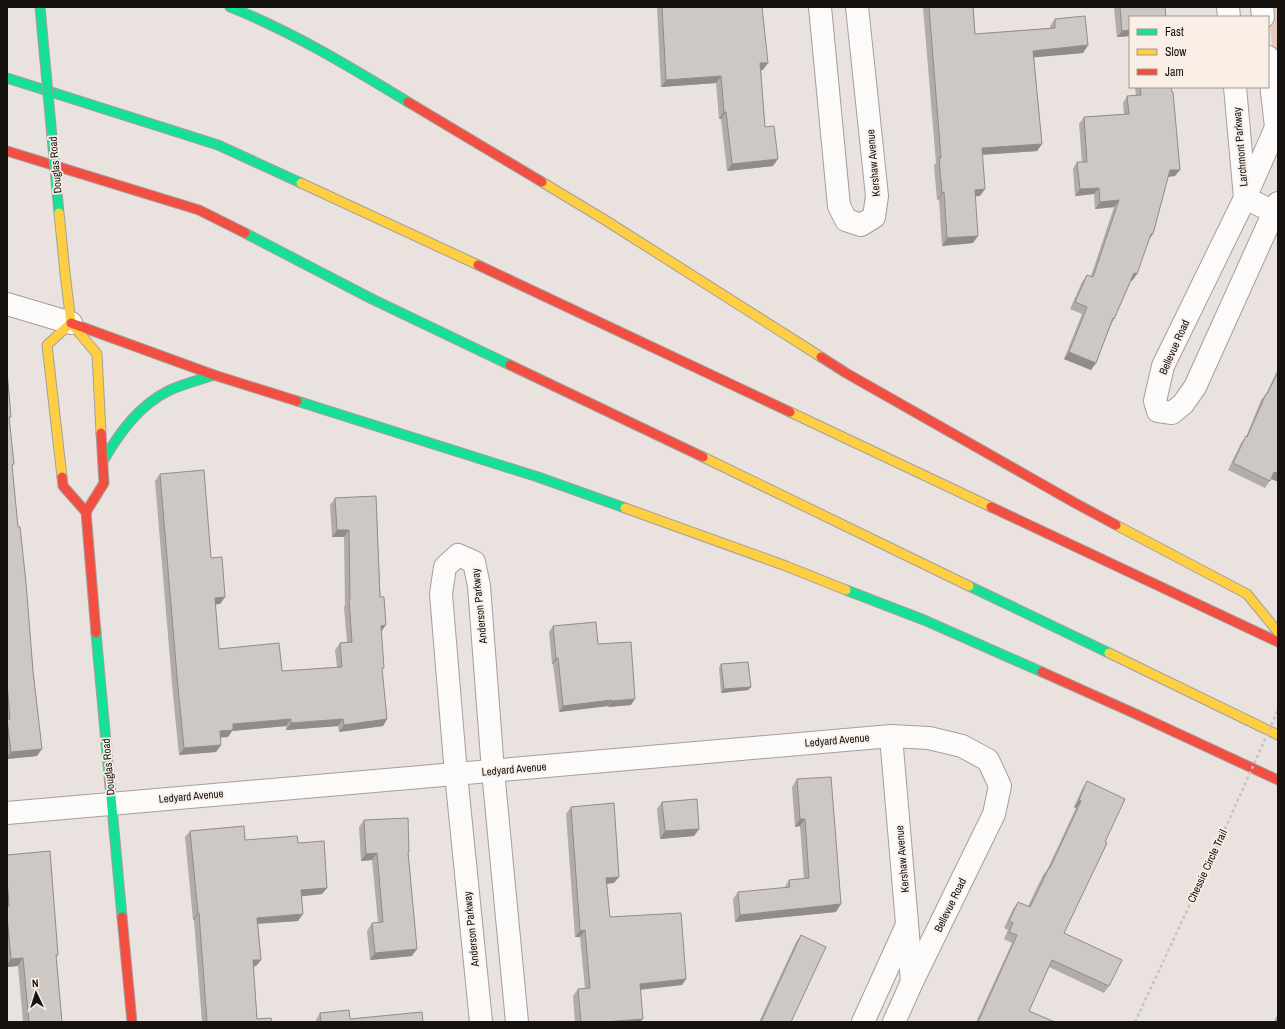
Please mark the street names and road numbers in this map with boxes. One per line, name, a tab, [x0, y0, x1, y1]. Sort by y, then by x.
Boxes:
street label: Larchmont Parkway	[1230, 106, 1250, 187]
street label: Kershaw Avenue	[863, 129, 883, 197]
street label: Douglas Road	[46, 136, 64, 194]
street label: Bellevue Road	[1156, 317, 1192, 377]
street label: Anderson Parkway	[468, 567, 490, 645]
street label: Ledyard Avenue	[804, 730, 870, 750]
street label: Douglas Road	[99, 738, 117, 796]
street label: Ledyard Avenue	[481, 759, 547, 779]
street label: Ledyard Avenue	[158, 786, 224, 806]
street label: Kershaw Avenue	[892, 825, 912, 893]
street label: Chessie Circle Trail	[1184, 827, 1230, 905]
street label: Bellevue Road	[931, 876, 969, 934]
street label: Anderson Parkway	[460, 890, 482, 968]

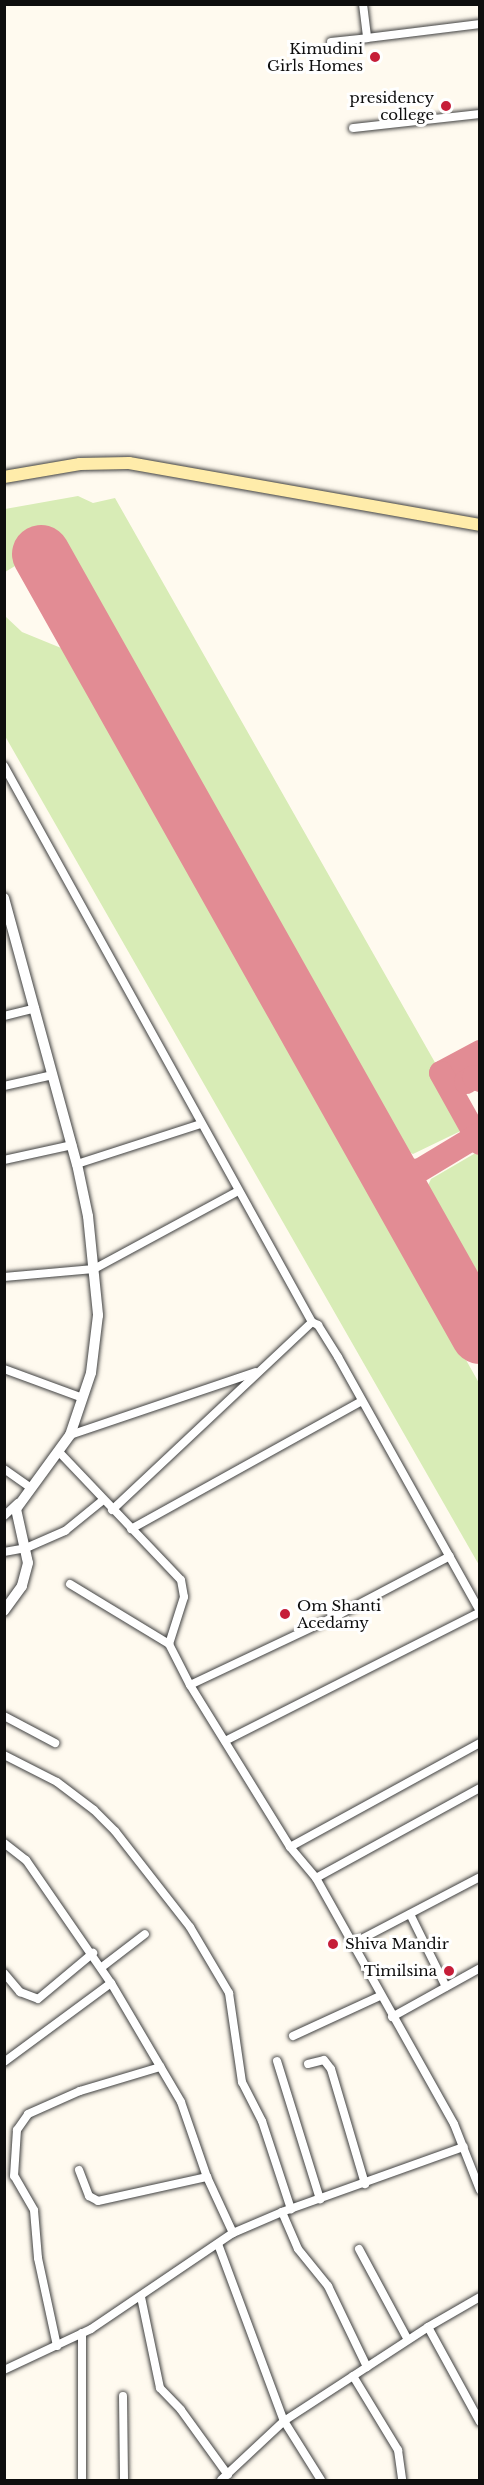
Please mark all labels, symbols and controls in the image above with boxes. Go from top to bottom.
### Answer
place label: Kimudini Girls Homes [267,39,363,74]
marker: Kimudini Girls Homes [368,50,382,64]
place label: presidency college [350,88,434,123]
marker: presidency college [439,99,453,113]
place label: Om Shanti Acedamy [297,1596,381,1631]
marker: Om Shanti Acedamy [278,1607,292,1621]
place label: Shiva Mandir [345,1935,449,1953]
marker: Shiva Mandir [326,1937,340,1951]
place label: Timilsina [364,1962,437,1980]
marker: Timilsina [442,1964,456,1978]

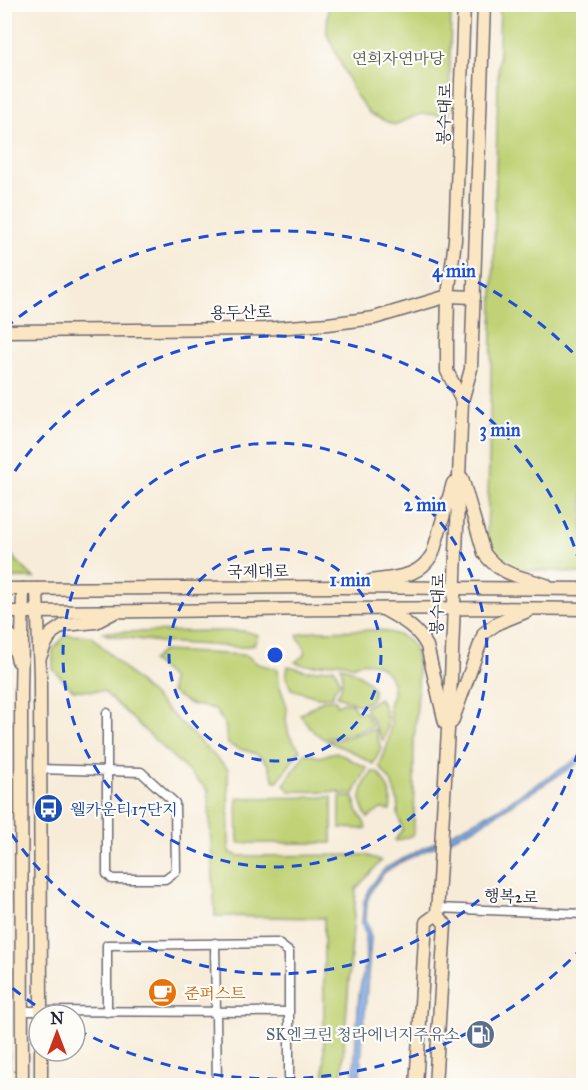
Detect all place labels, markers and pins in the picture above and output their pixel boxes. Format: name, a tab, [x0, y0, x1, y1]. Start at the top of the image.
centre of rings	[265, 645, 285, 665]
bus stop icon: 웰카운티17단지	[33, 793, 65, 825]
place label: 웰카운티17단지	[70, 800, 178, 819]
cafe icon: 준퍼스트	[147, 977, 179, 1009]
place label: 준퍼스트	[184, 984, 246, 1003]
fuel station icon: SK엔크린 청라에너지주유소	[465, 1018, 497, 1050]
place label: SK엔크린 청라에너지주유소	[266, 1025, 460, 1044]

= = = =

**PROBLEM REQUIREMENTS**. Copy everything in the records above except the pictures, exactly as written.

**TASK RESPONSE**.
Please mark the street names and road numbers in this map with boxes. One per line, name, a tab, [x0, y0, x1, y1]. Sort by y, then by x.
Boxes:
street label: Larchmont Parkway	[1230, 106, 1250, 187]
street label: Kershaw Avenue	[863, 129, 883, 197]
street label: Douglas Road	[46, 136, 64, 194]
street label: Bellevue Road	[1156, 317, 1192, 377]
street label: Anderson Parkway	[468, 567, 490, 645]
street label: Ledyard Avenue	[804, 730, 870, 750]
street label: Douglas Road	[99, 738, 117, 796]
street label: Ledyard Avenue	[481, 759, 547, 779]
street label: Ledyard Avenue	[158, 786, 224, 806]
street label: Kershaw Avenue	[892, 825, 912, 893]
street label: Chessie Circle Trail	[1184, 827, 1230, 905]
street label: Bellevue Road	[931, 876, 969, 934]
street label: Anderson Parkway	[460, 890, 482, 968]

Please mark all labels, symbols and controls in the image above with boxes. Go from top to bottom.
### Answer
place label: Kimudini Girls Homes [267,39,363,74]
marker: Kimudini Girls Homes [368,50,382,64]
place label: presidency college [350,88,434,123]
marker: presidency college [439,99,453,113]
place label: Om Shanti Acedamy [297,1596,381,1631]
marker: Om Shanti Acedamy [278,1607,292,1621]
place label: Shiva Mandir [345,1935,449,1953]
marker: Shiva Mandir [326,1937,340,1951]
place label: Timilsina [364,1962,437,1980]
marker: Timilsina [442,1964,456,1978]

Detect all place labels, markers and pins in the picture above and output their pixel boxes. Format: name, a tab, [x0, y0, x1, y1]. Start at the top of the image.
centre of rings	[265, 645, 285, 665]
bus stop icon: 웰카운티17단지	[33, 793, 65, 825]
place label: 웰카운티17단지	[70, 800, 178, 819]
cafe icon: 준퍼스트	[147, 977, 179, 1009]
place label: 준퍼스트	[184, 984, 246, 1003]
fuel station icon: SK엔크린 청라에너지주유소	[465, 1018, 497, 1050]
place label: SK엔크린 청라에너지주유소	[266, 1025, 460, 1044]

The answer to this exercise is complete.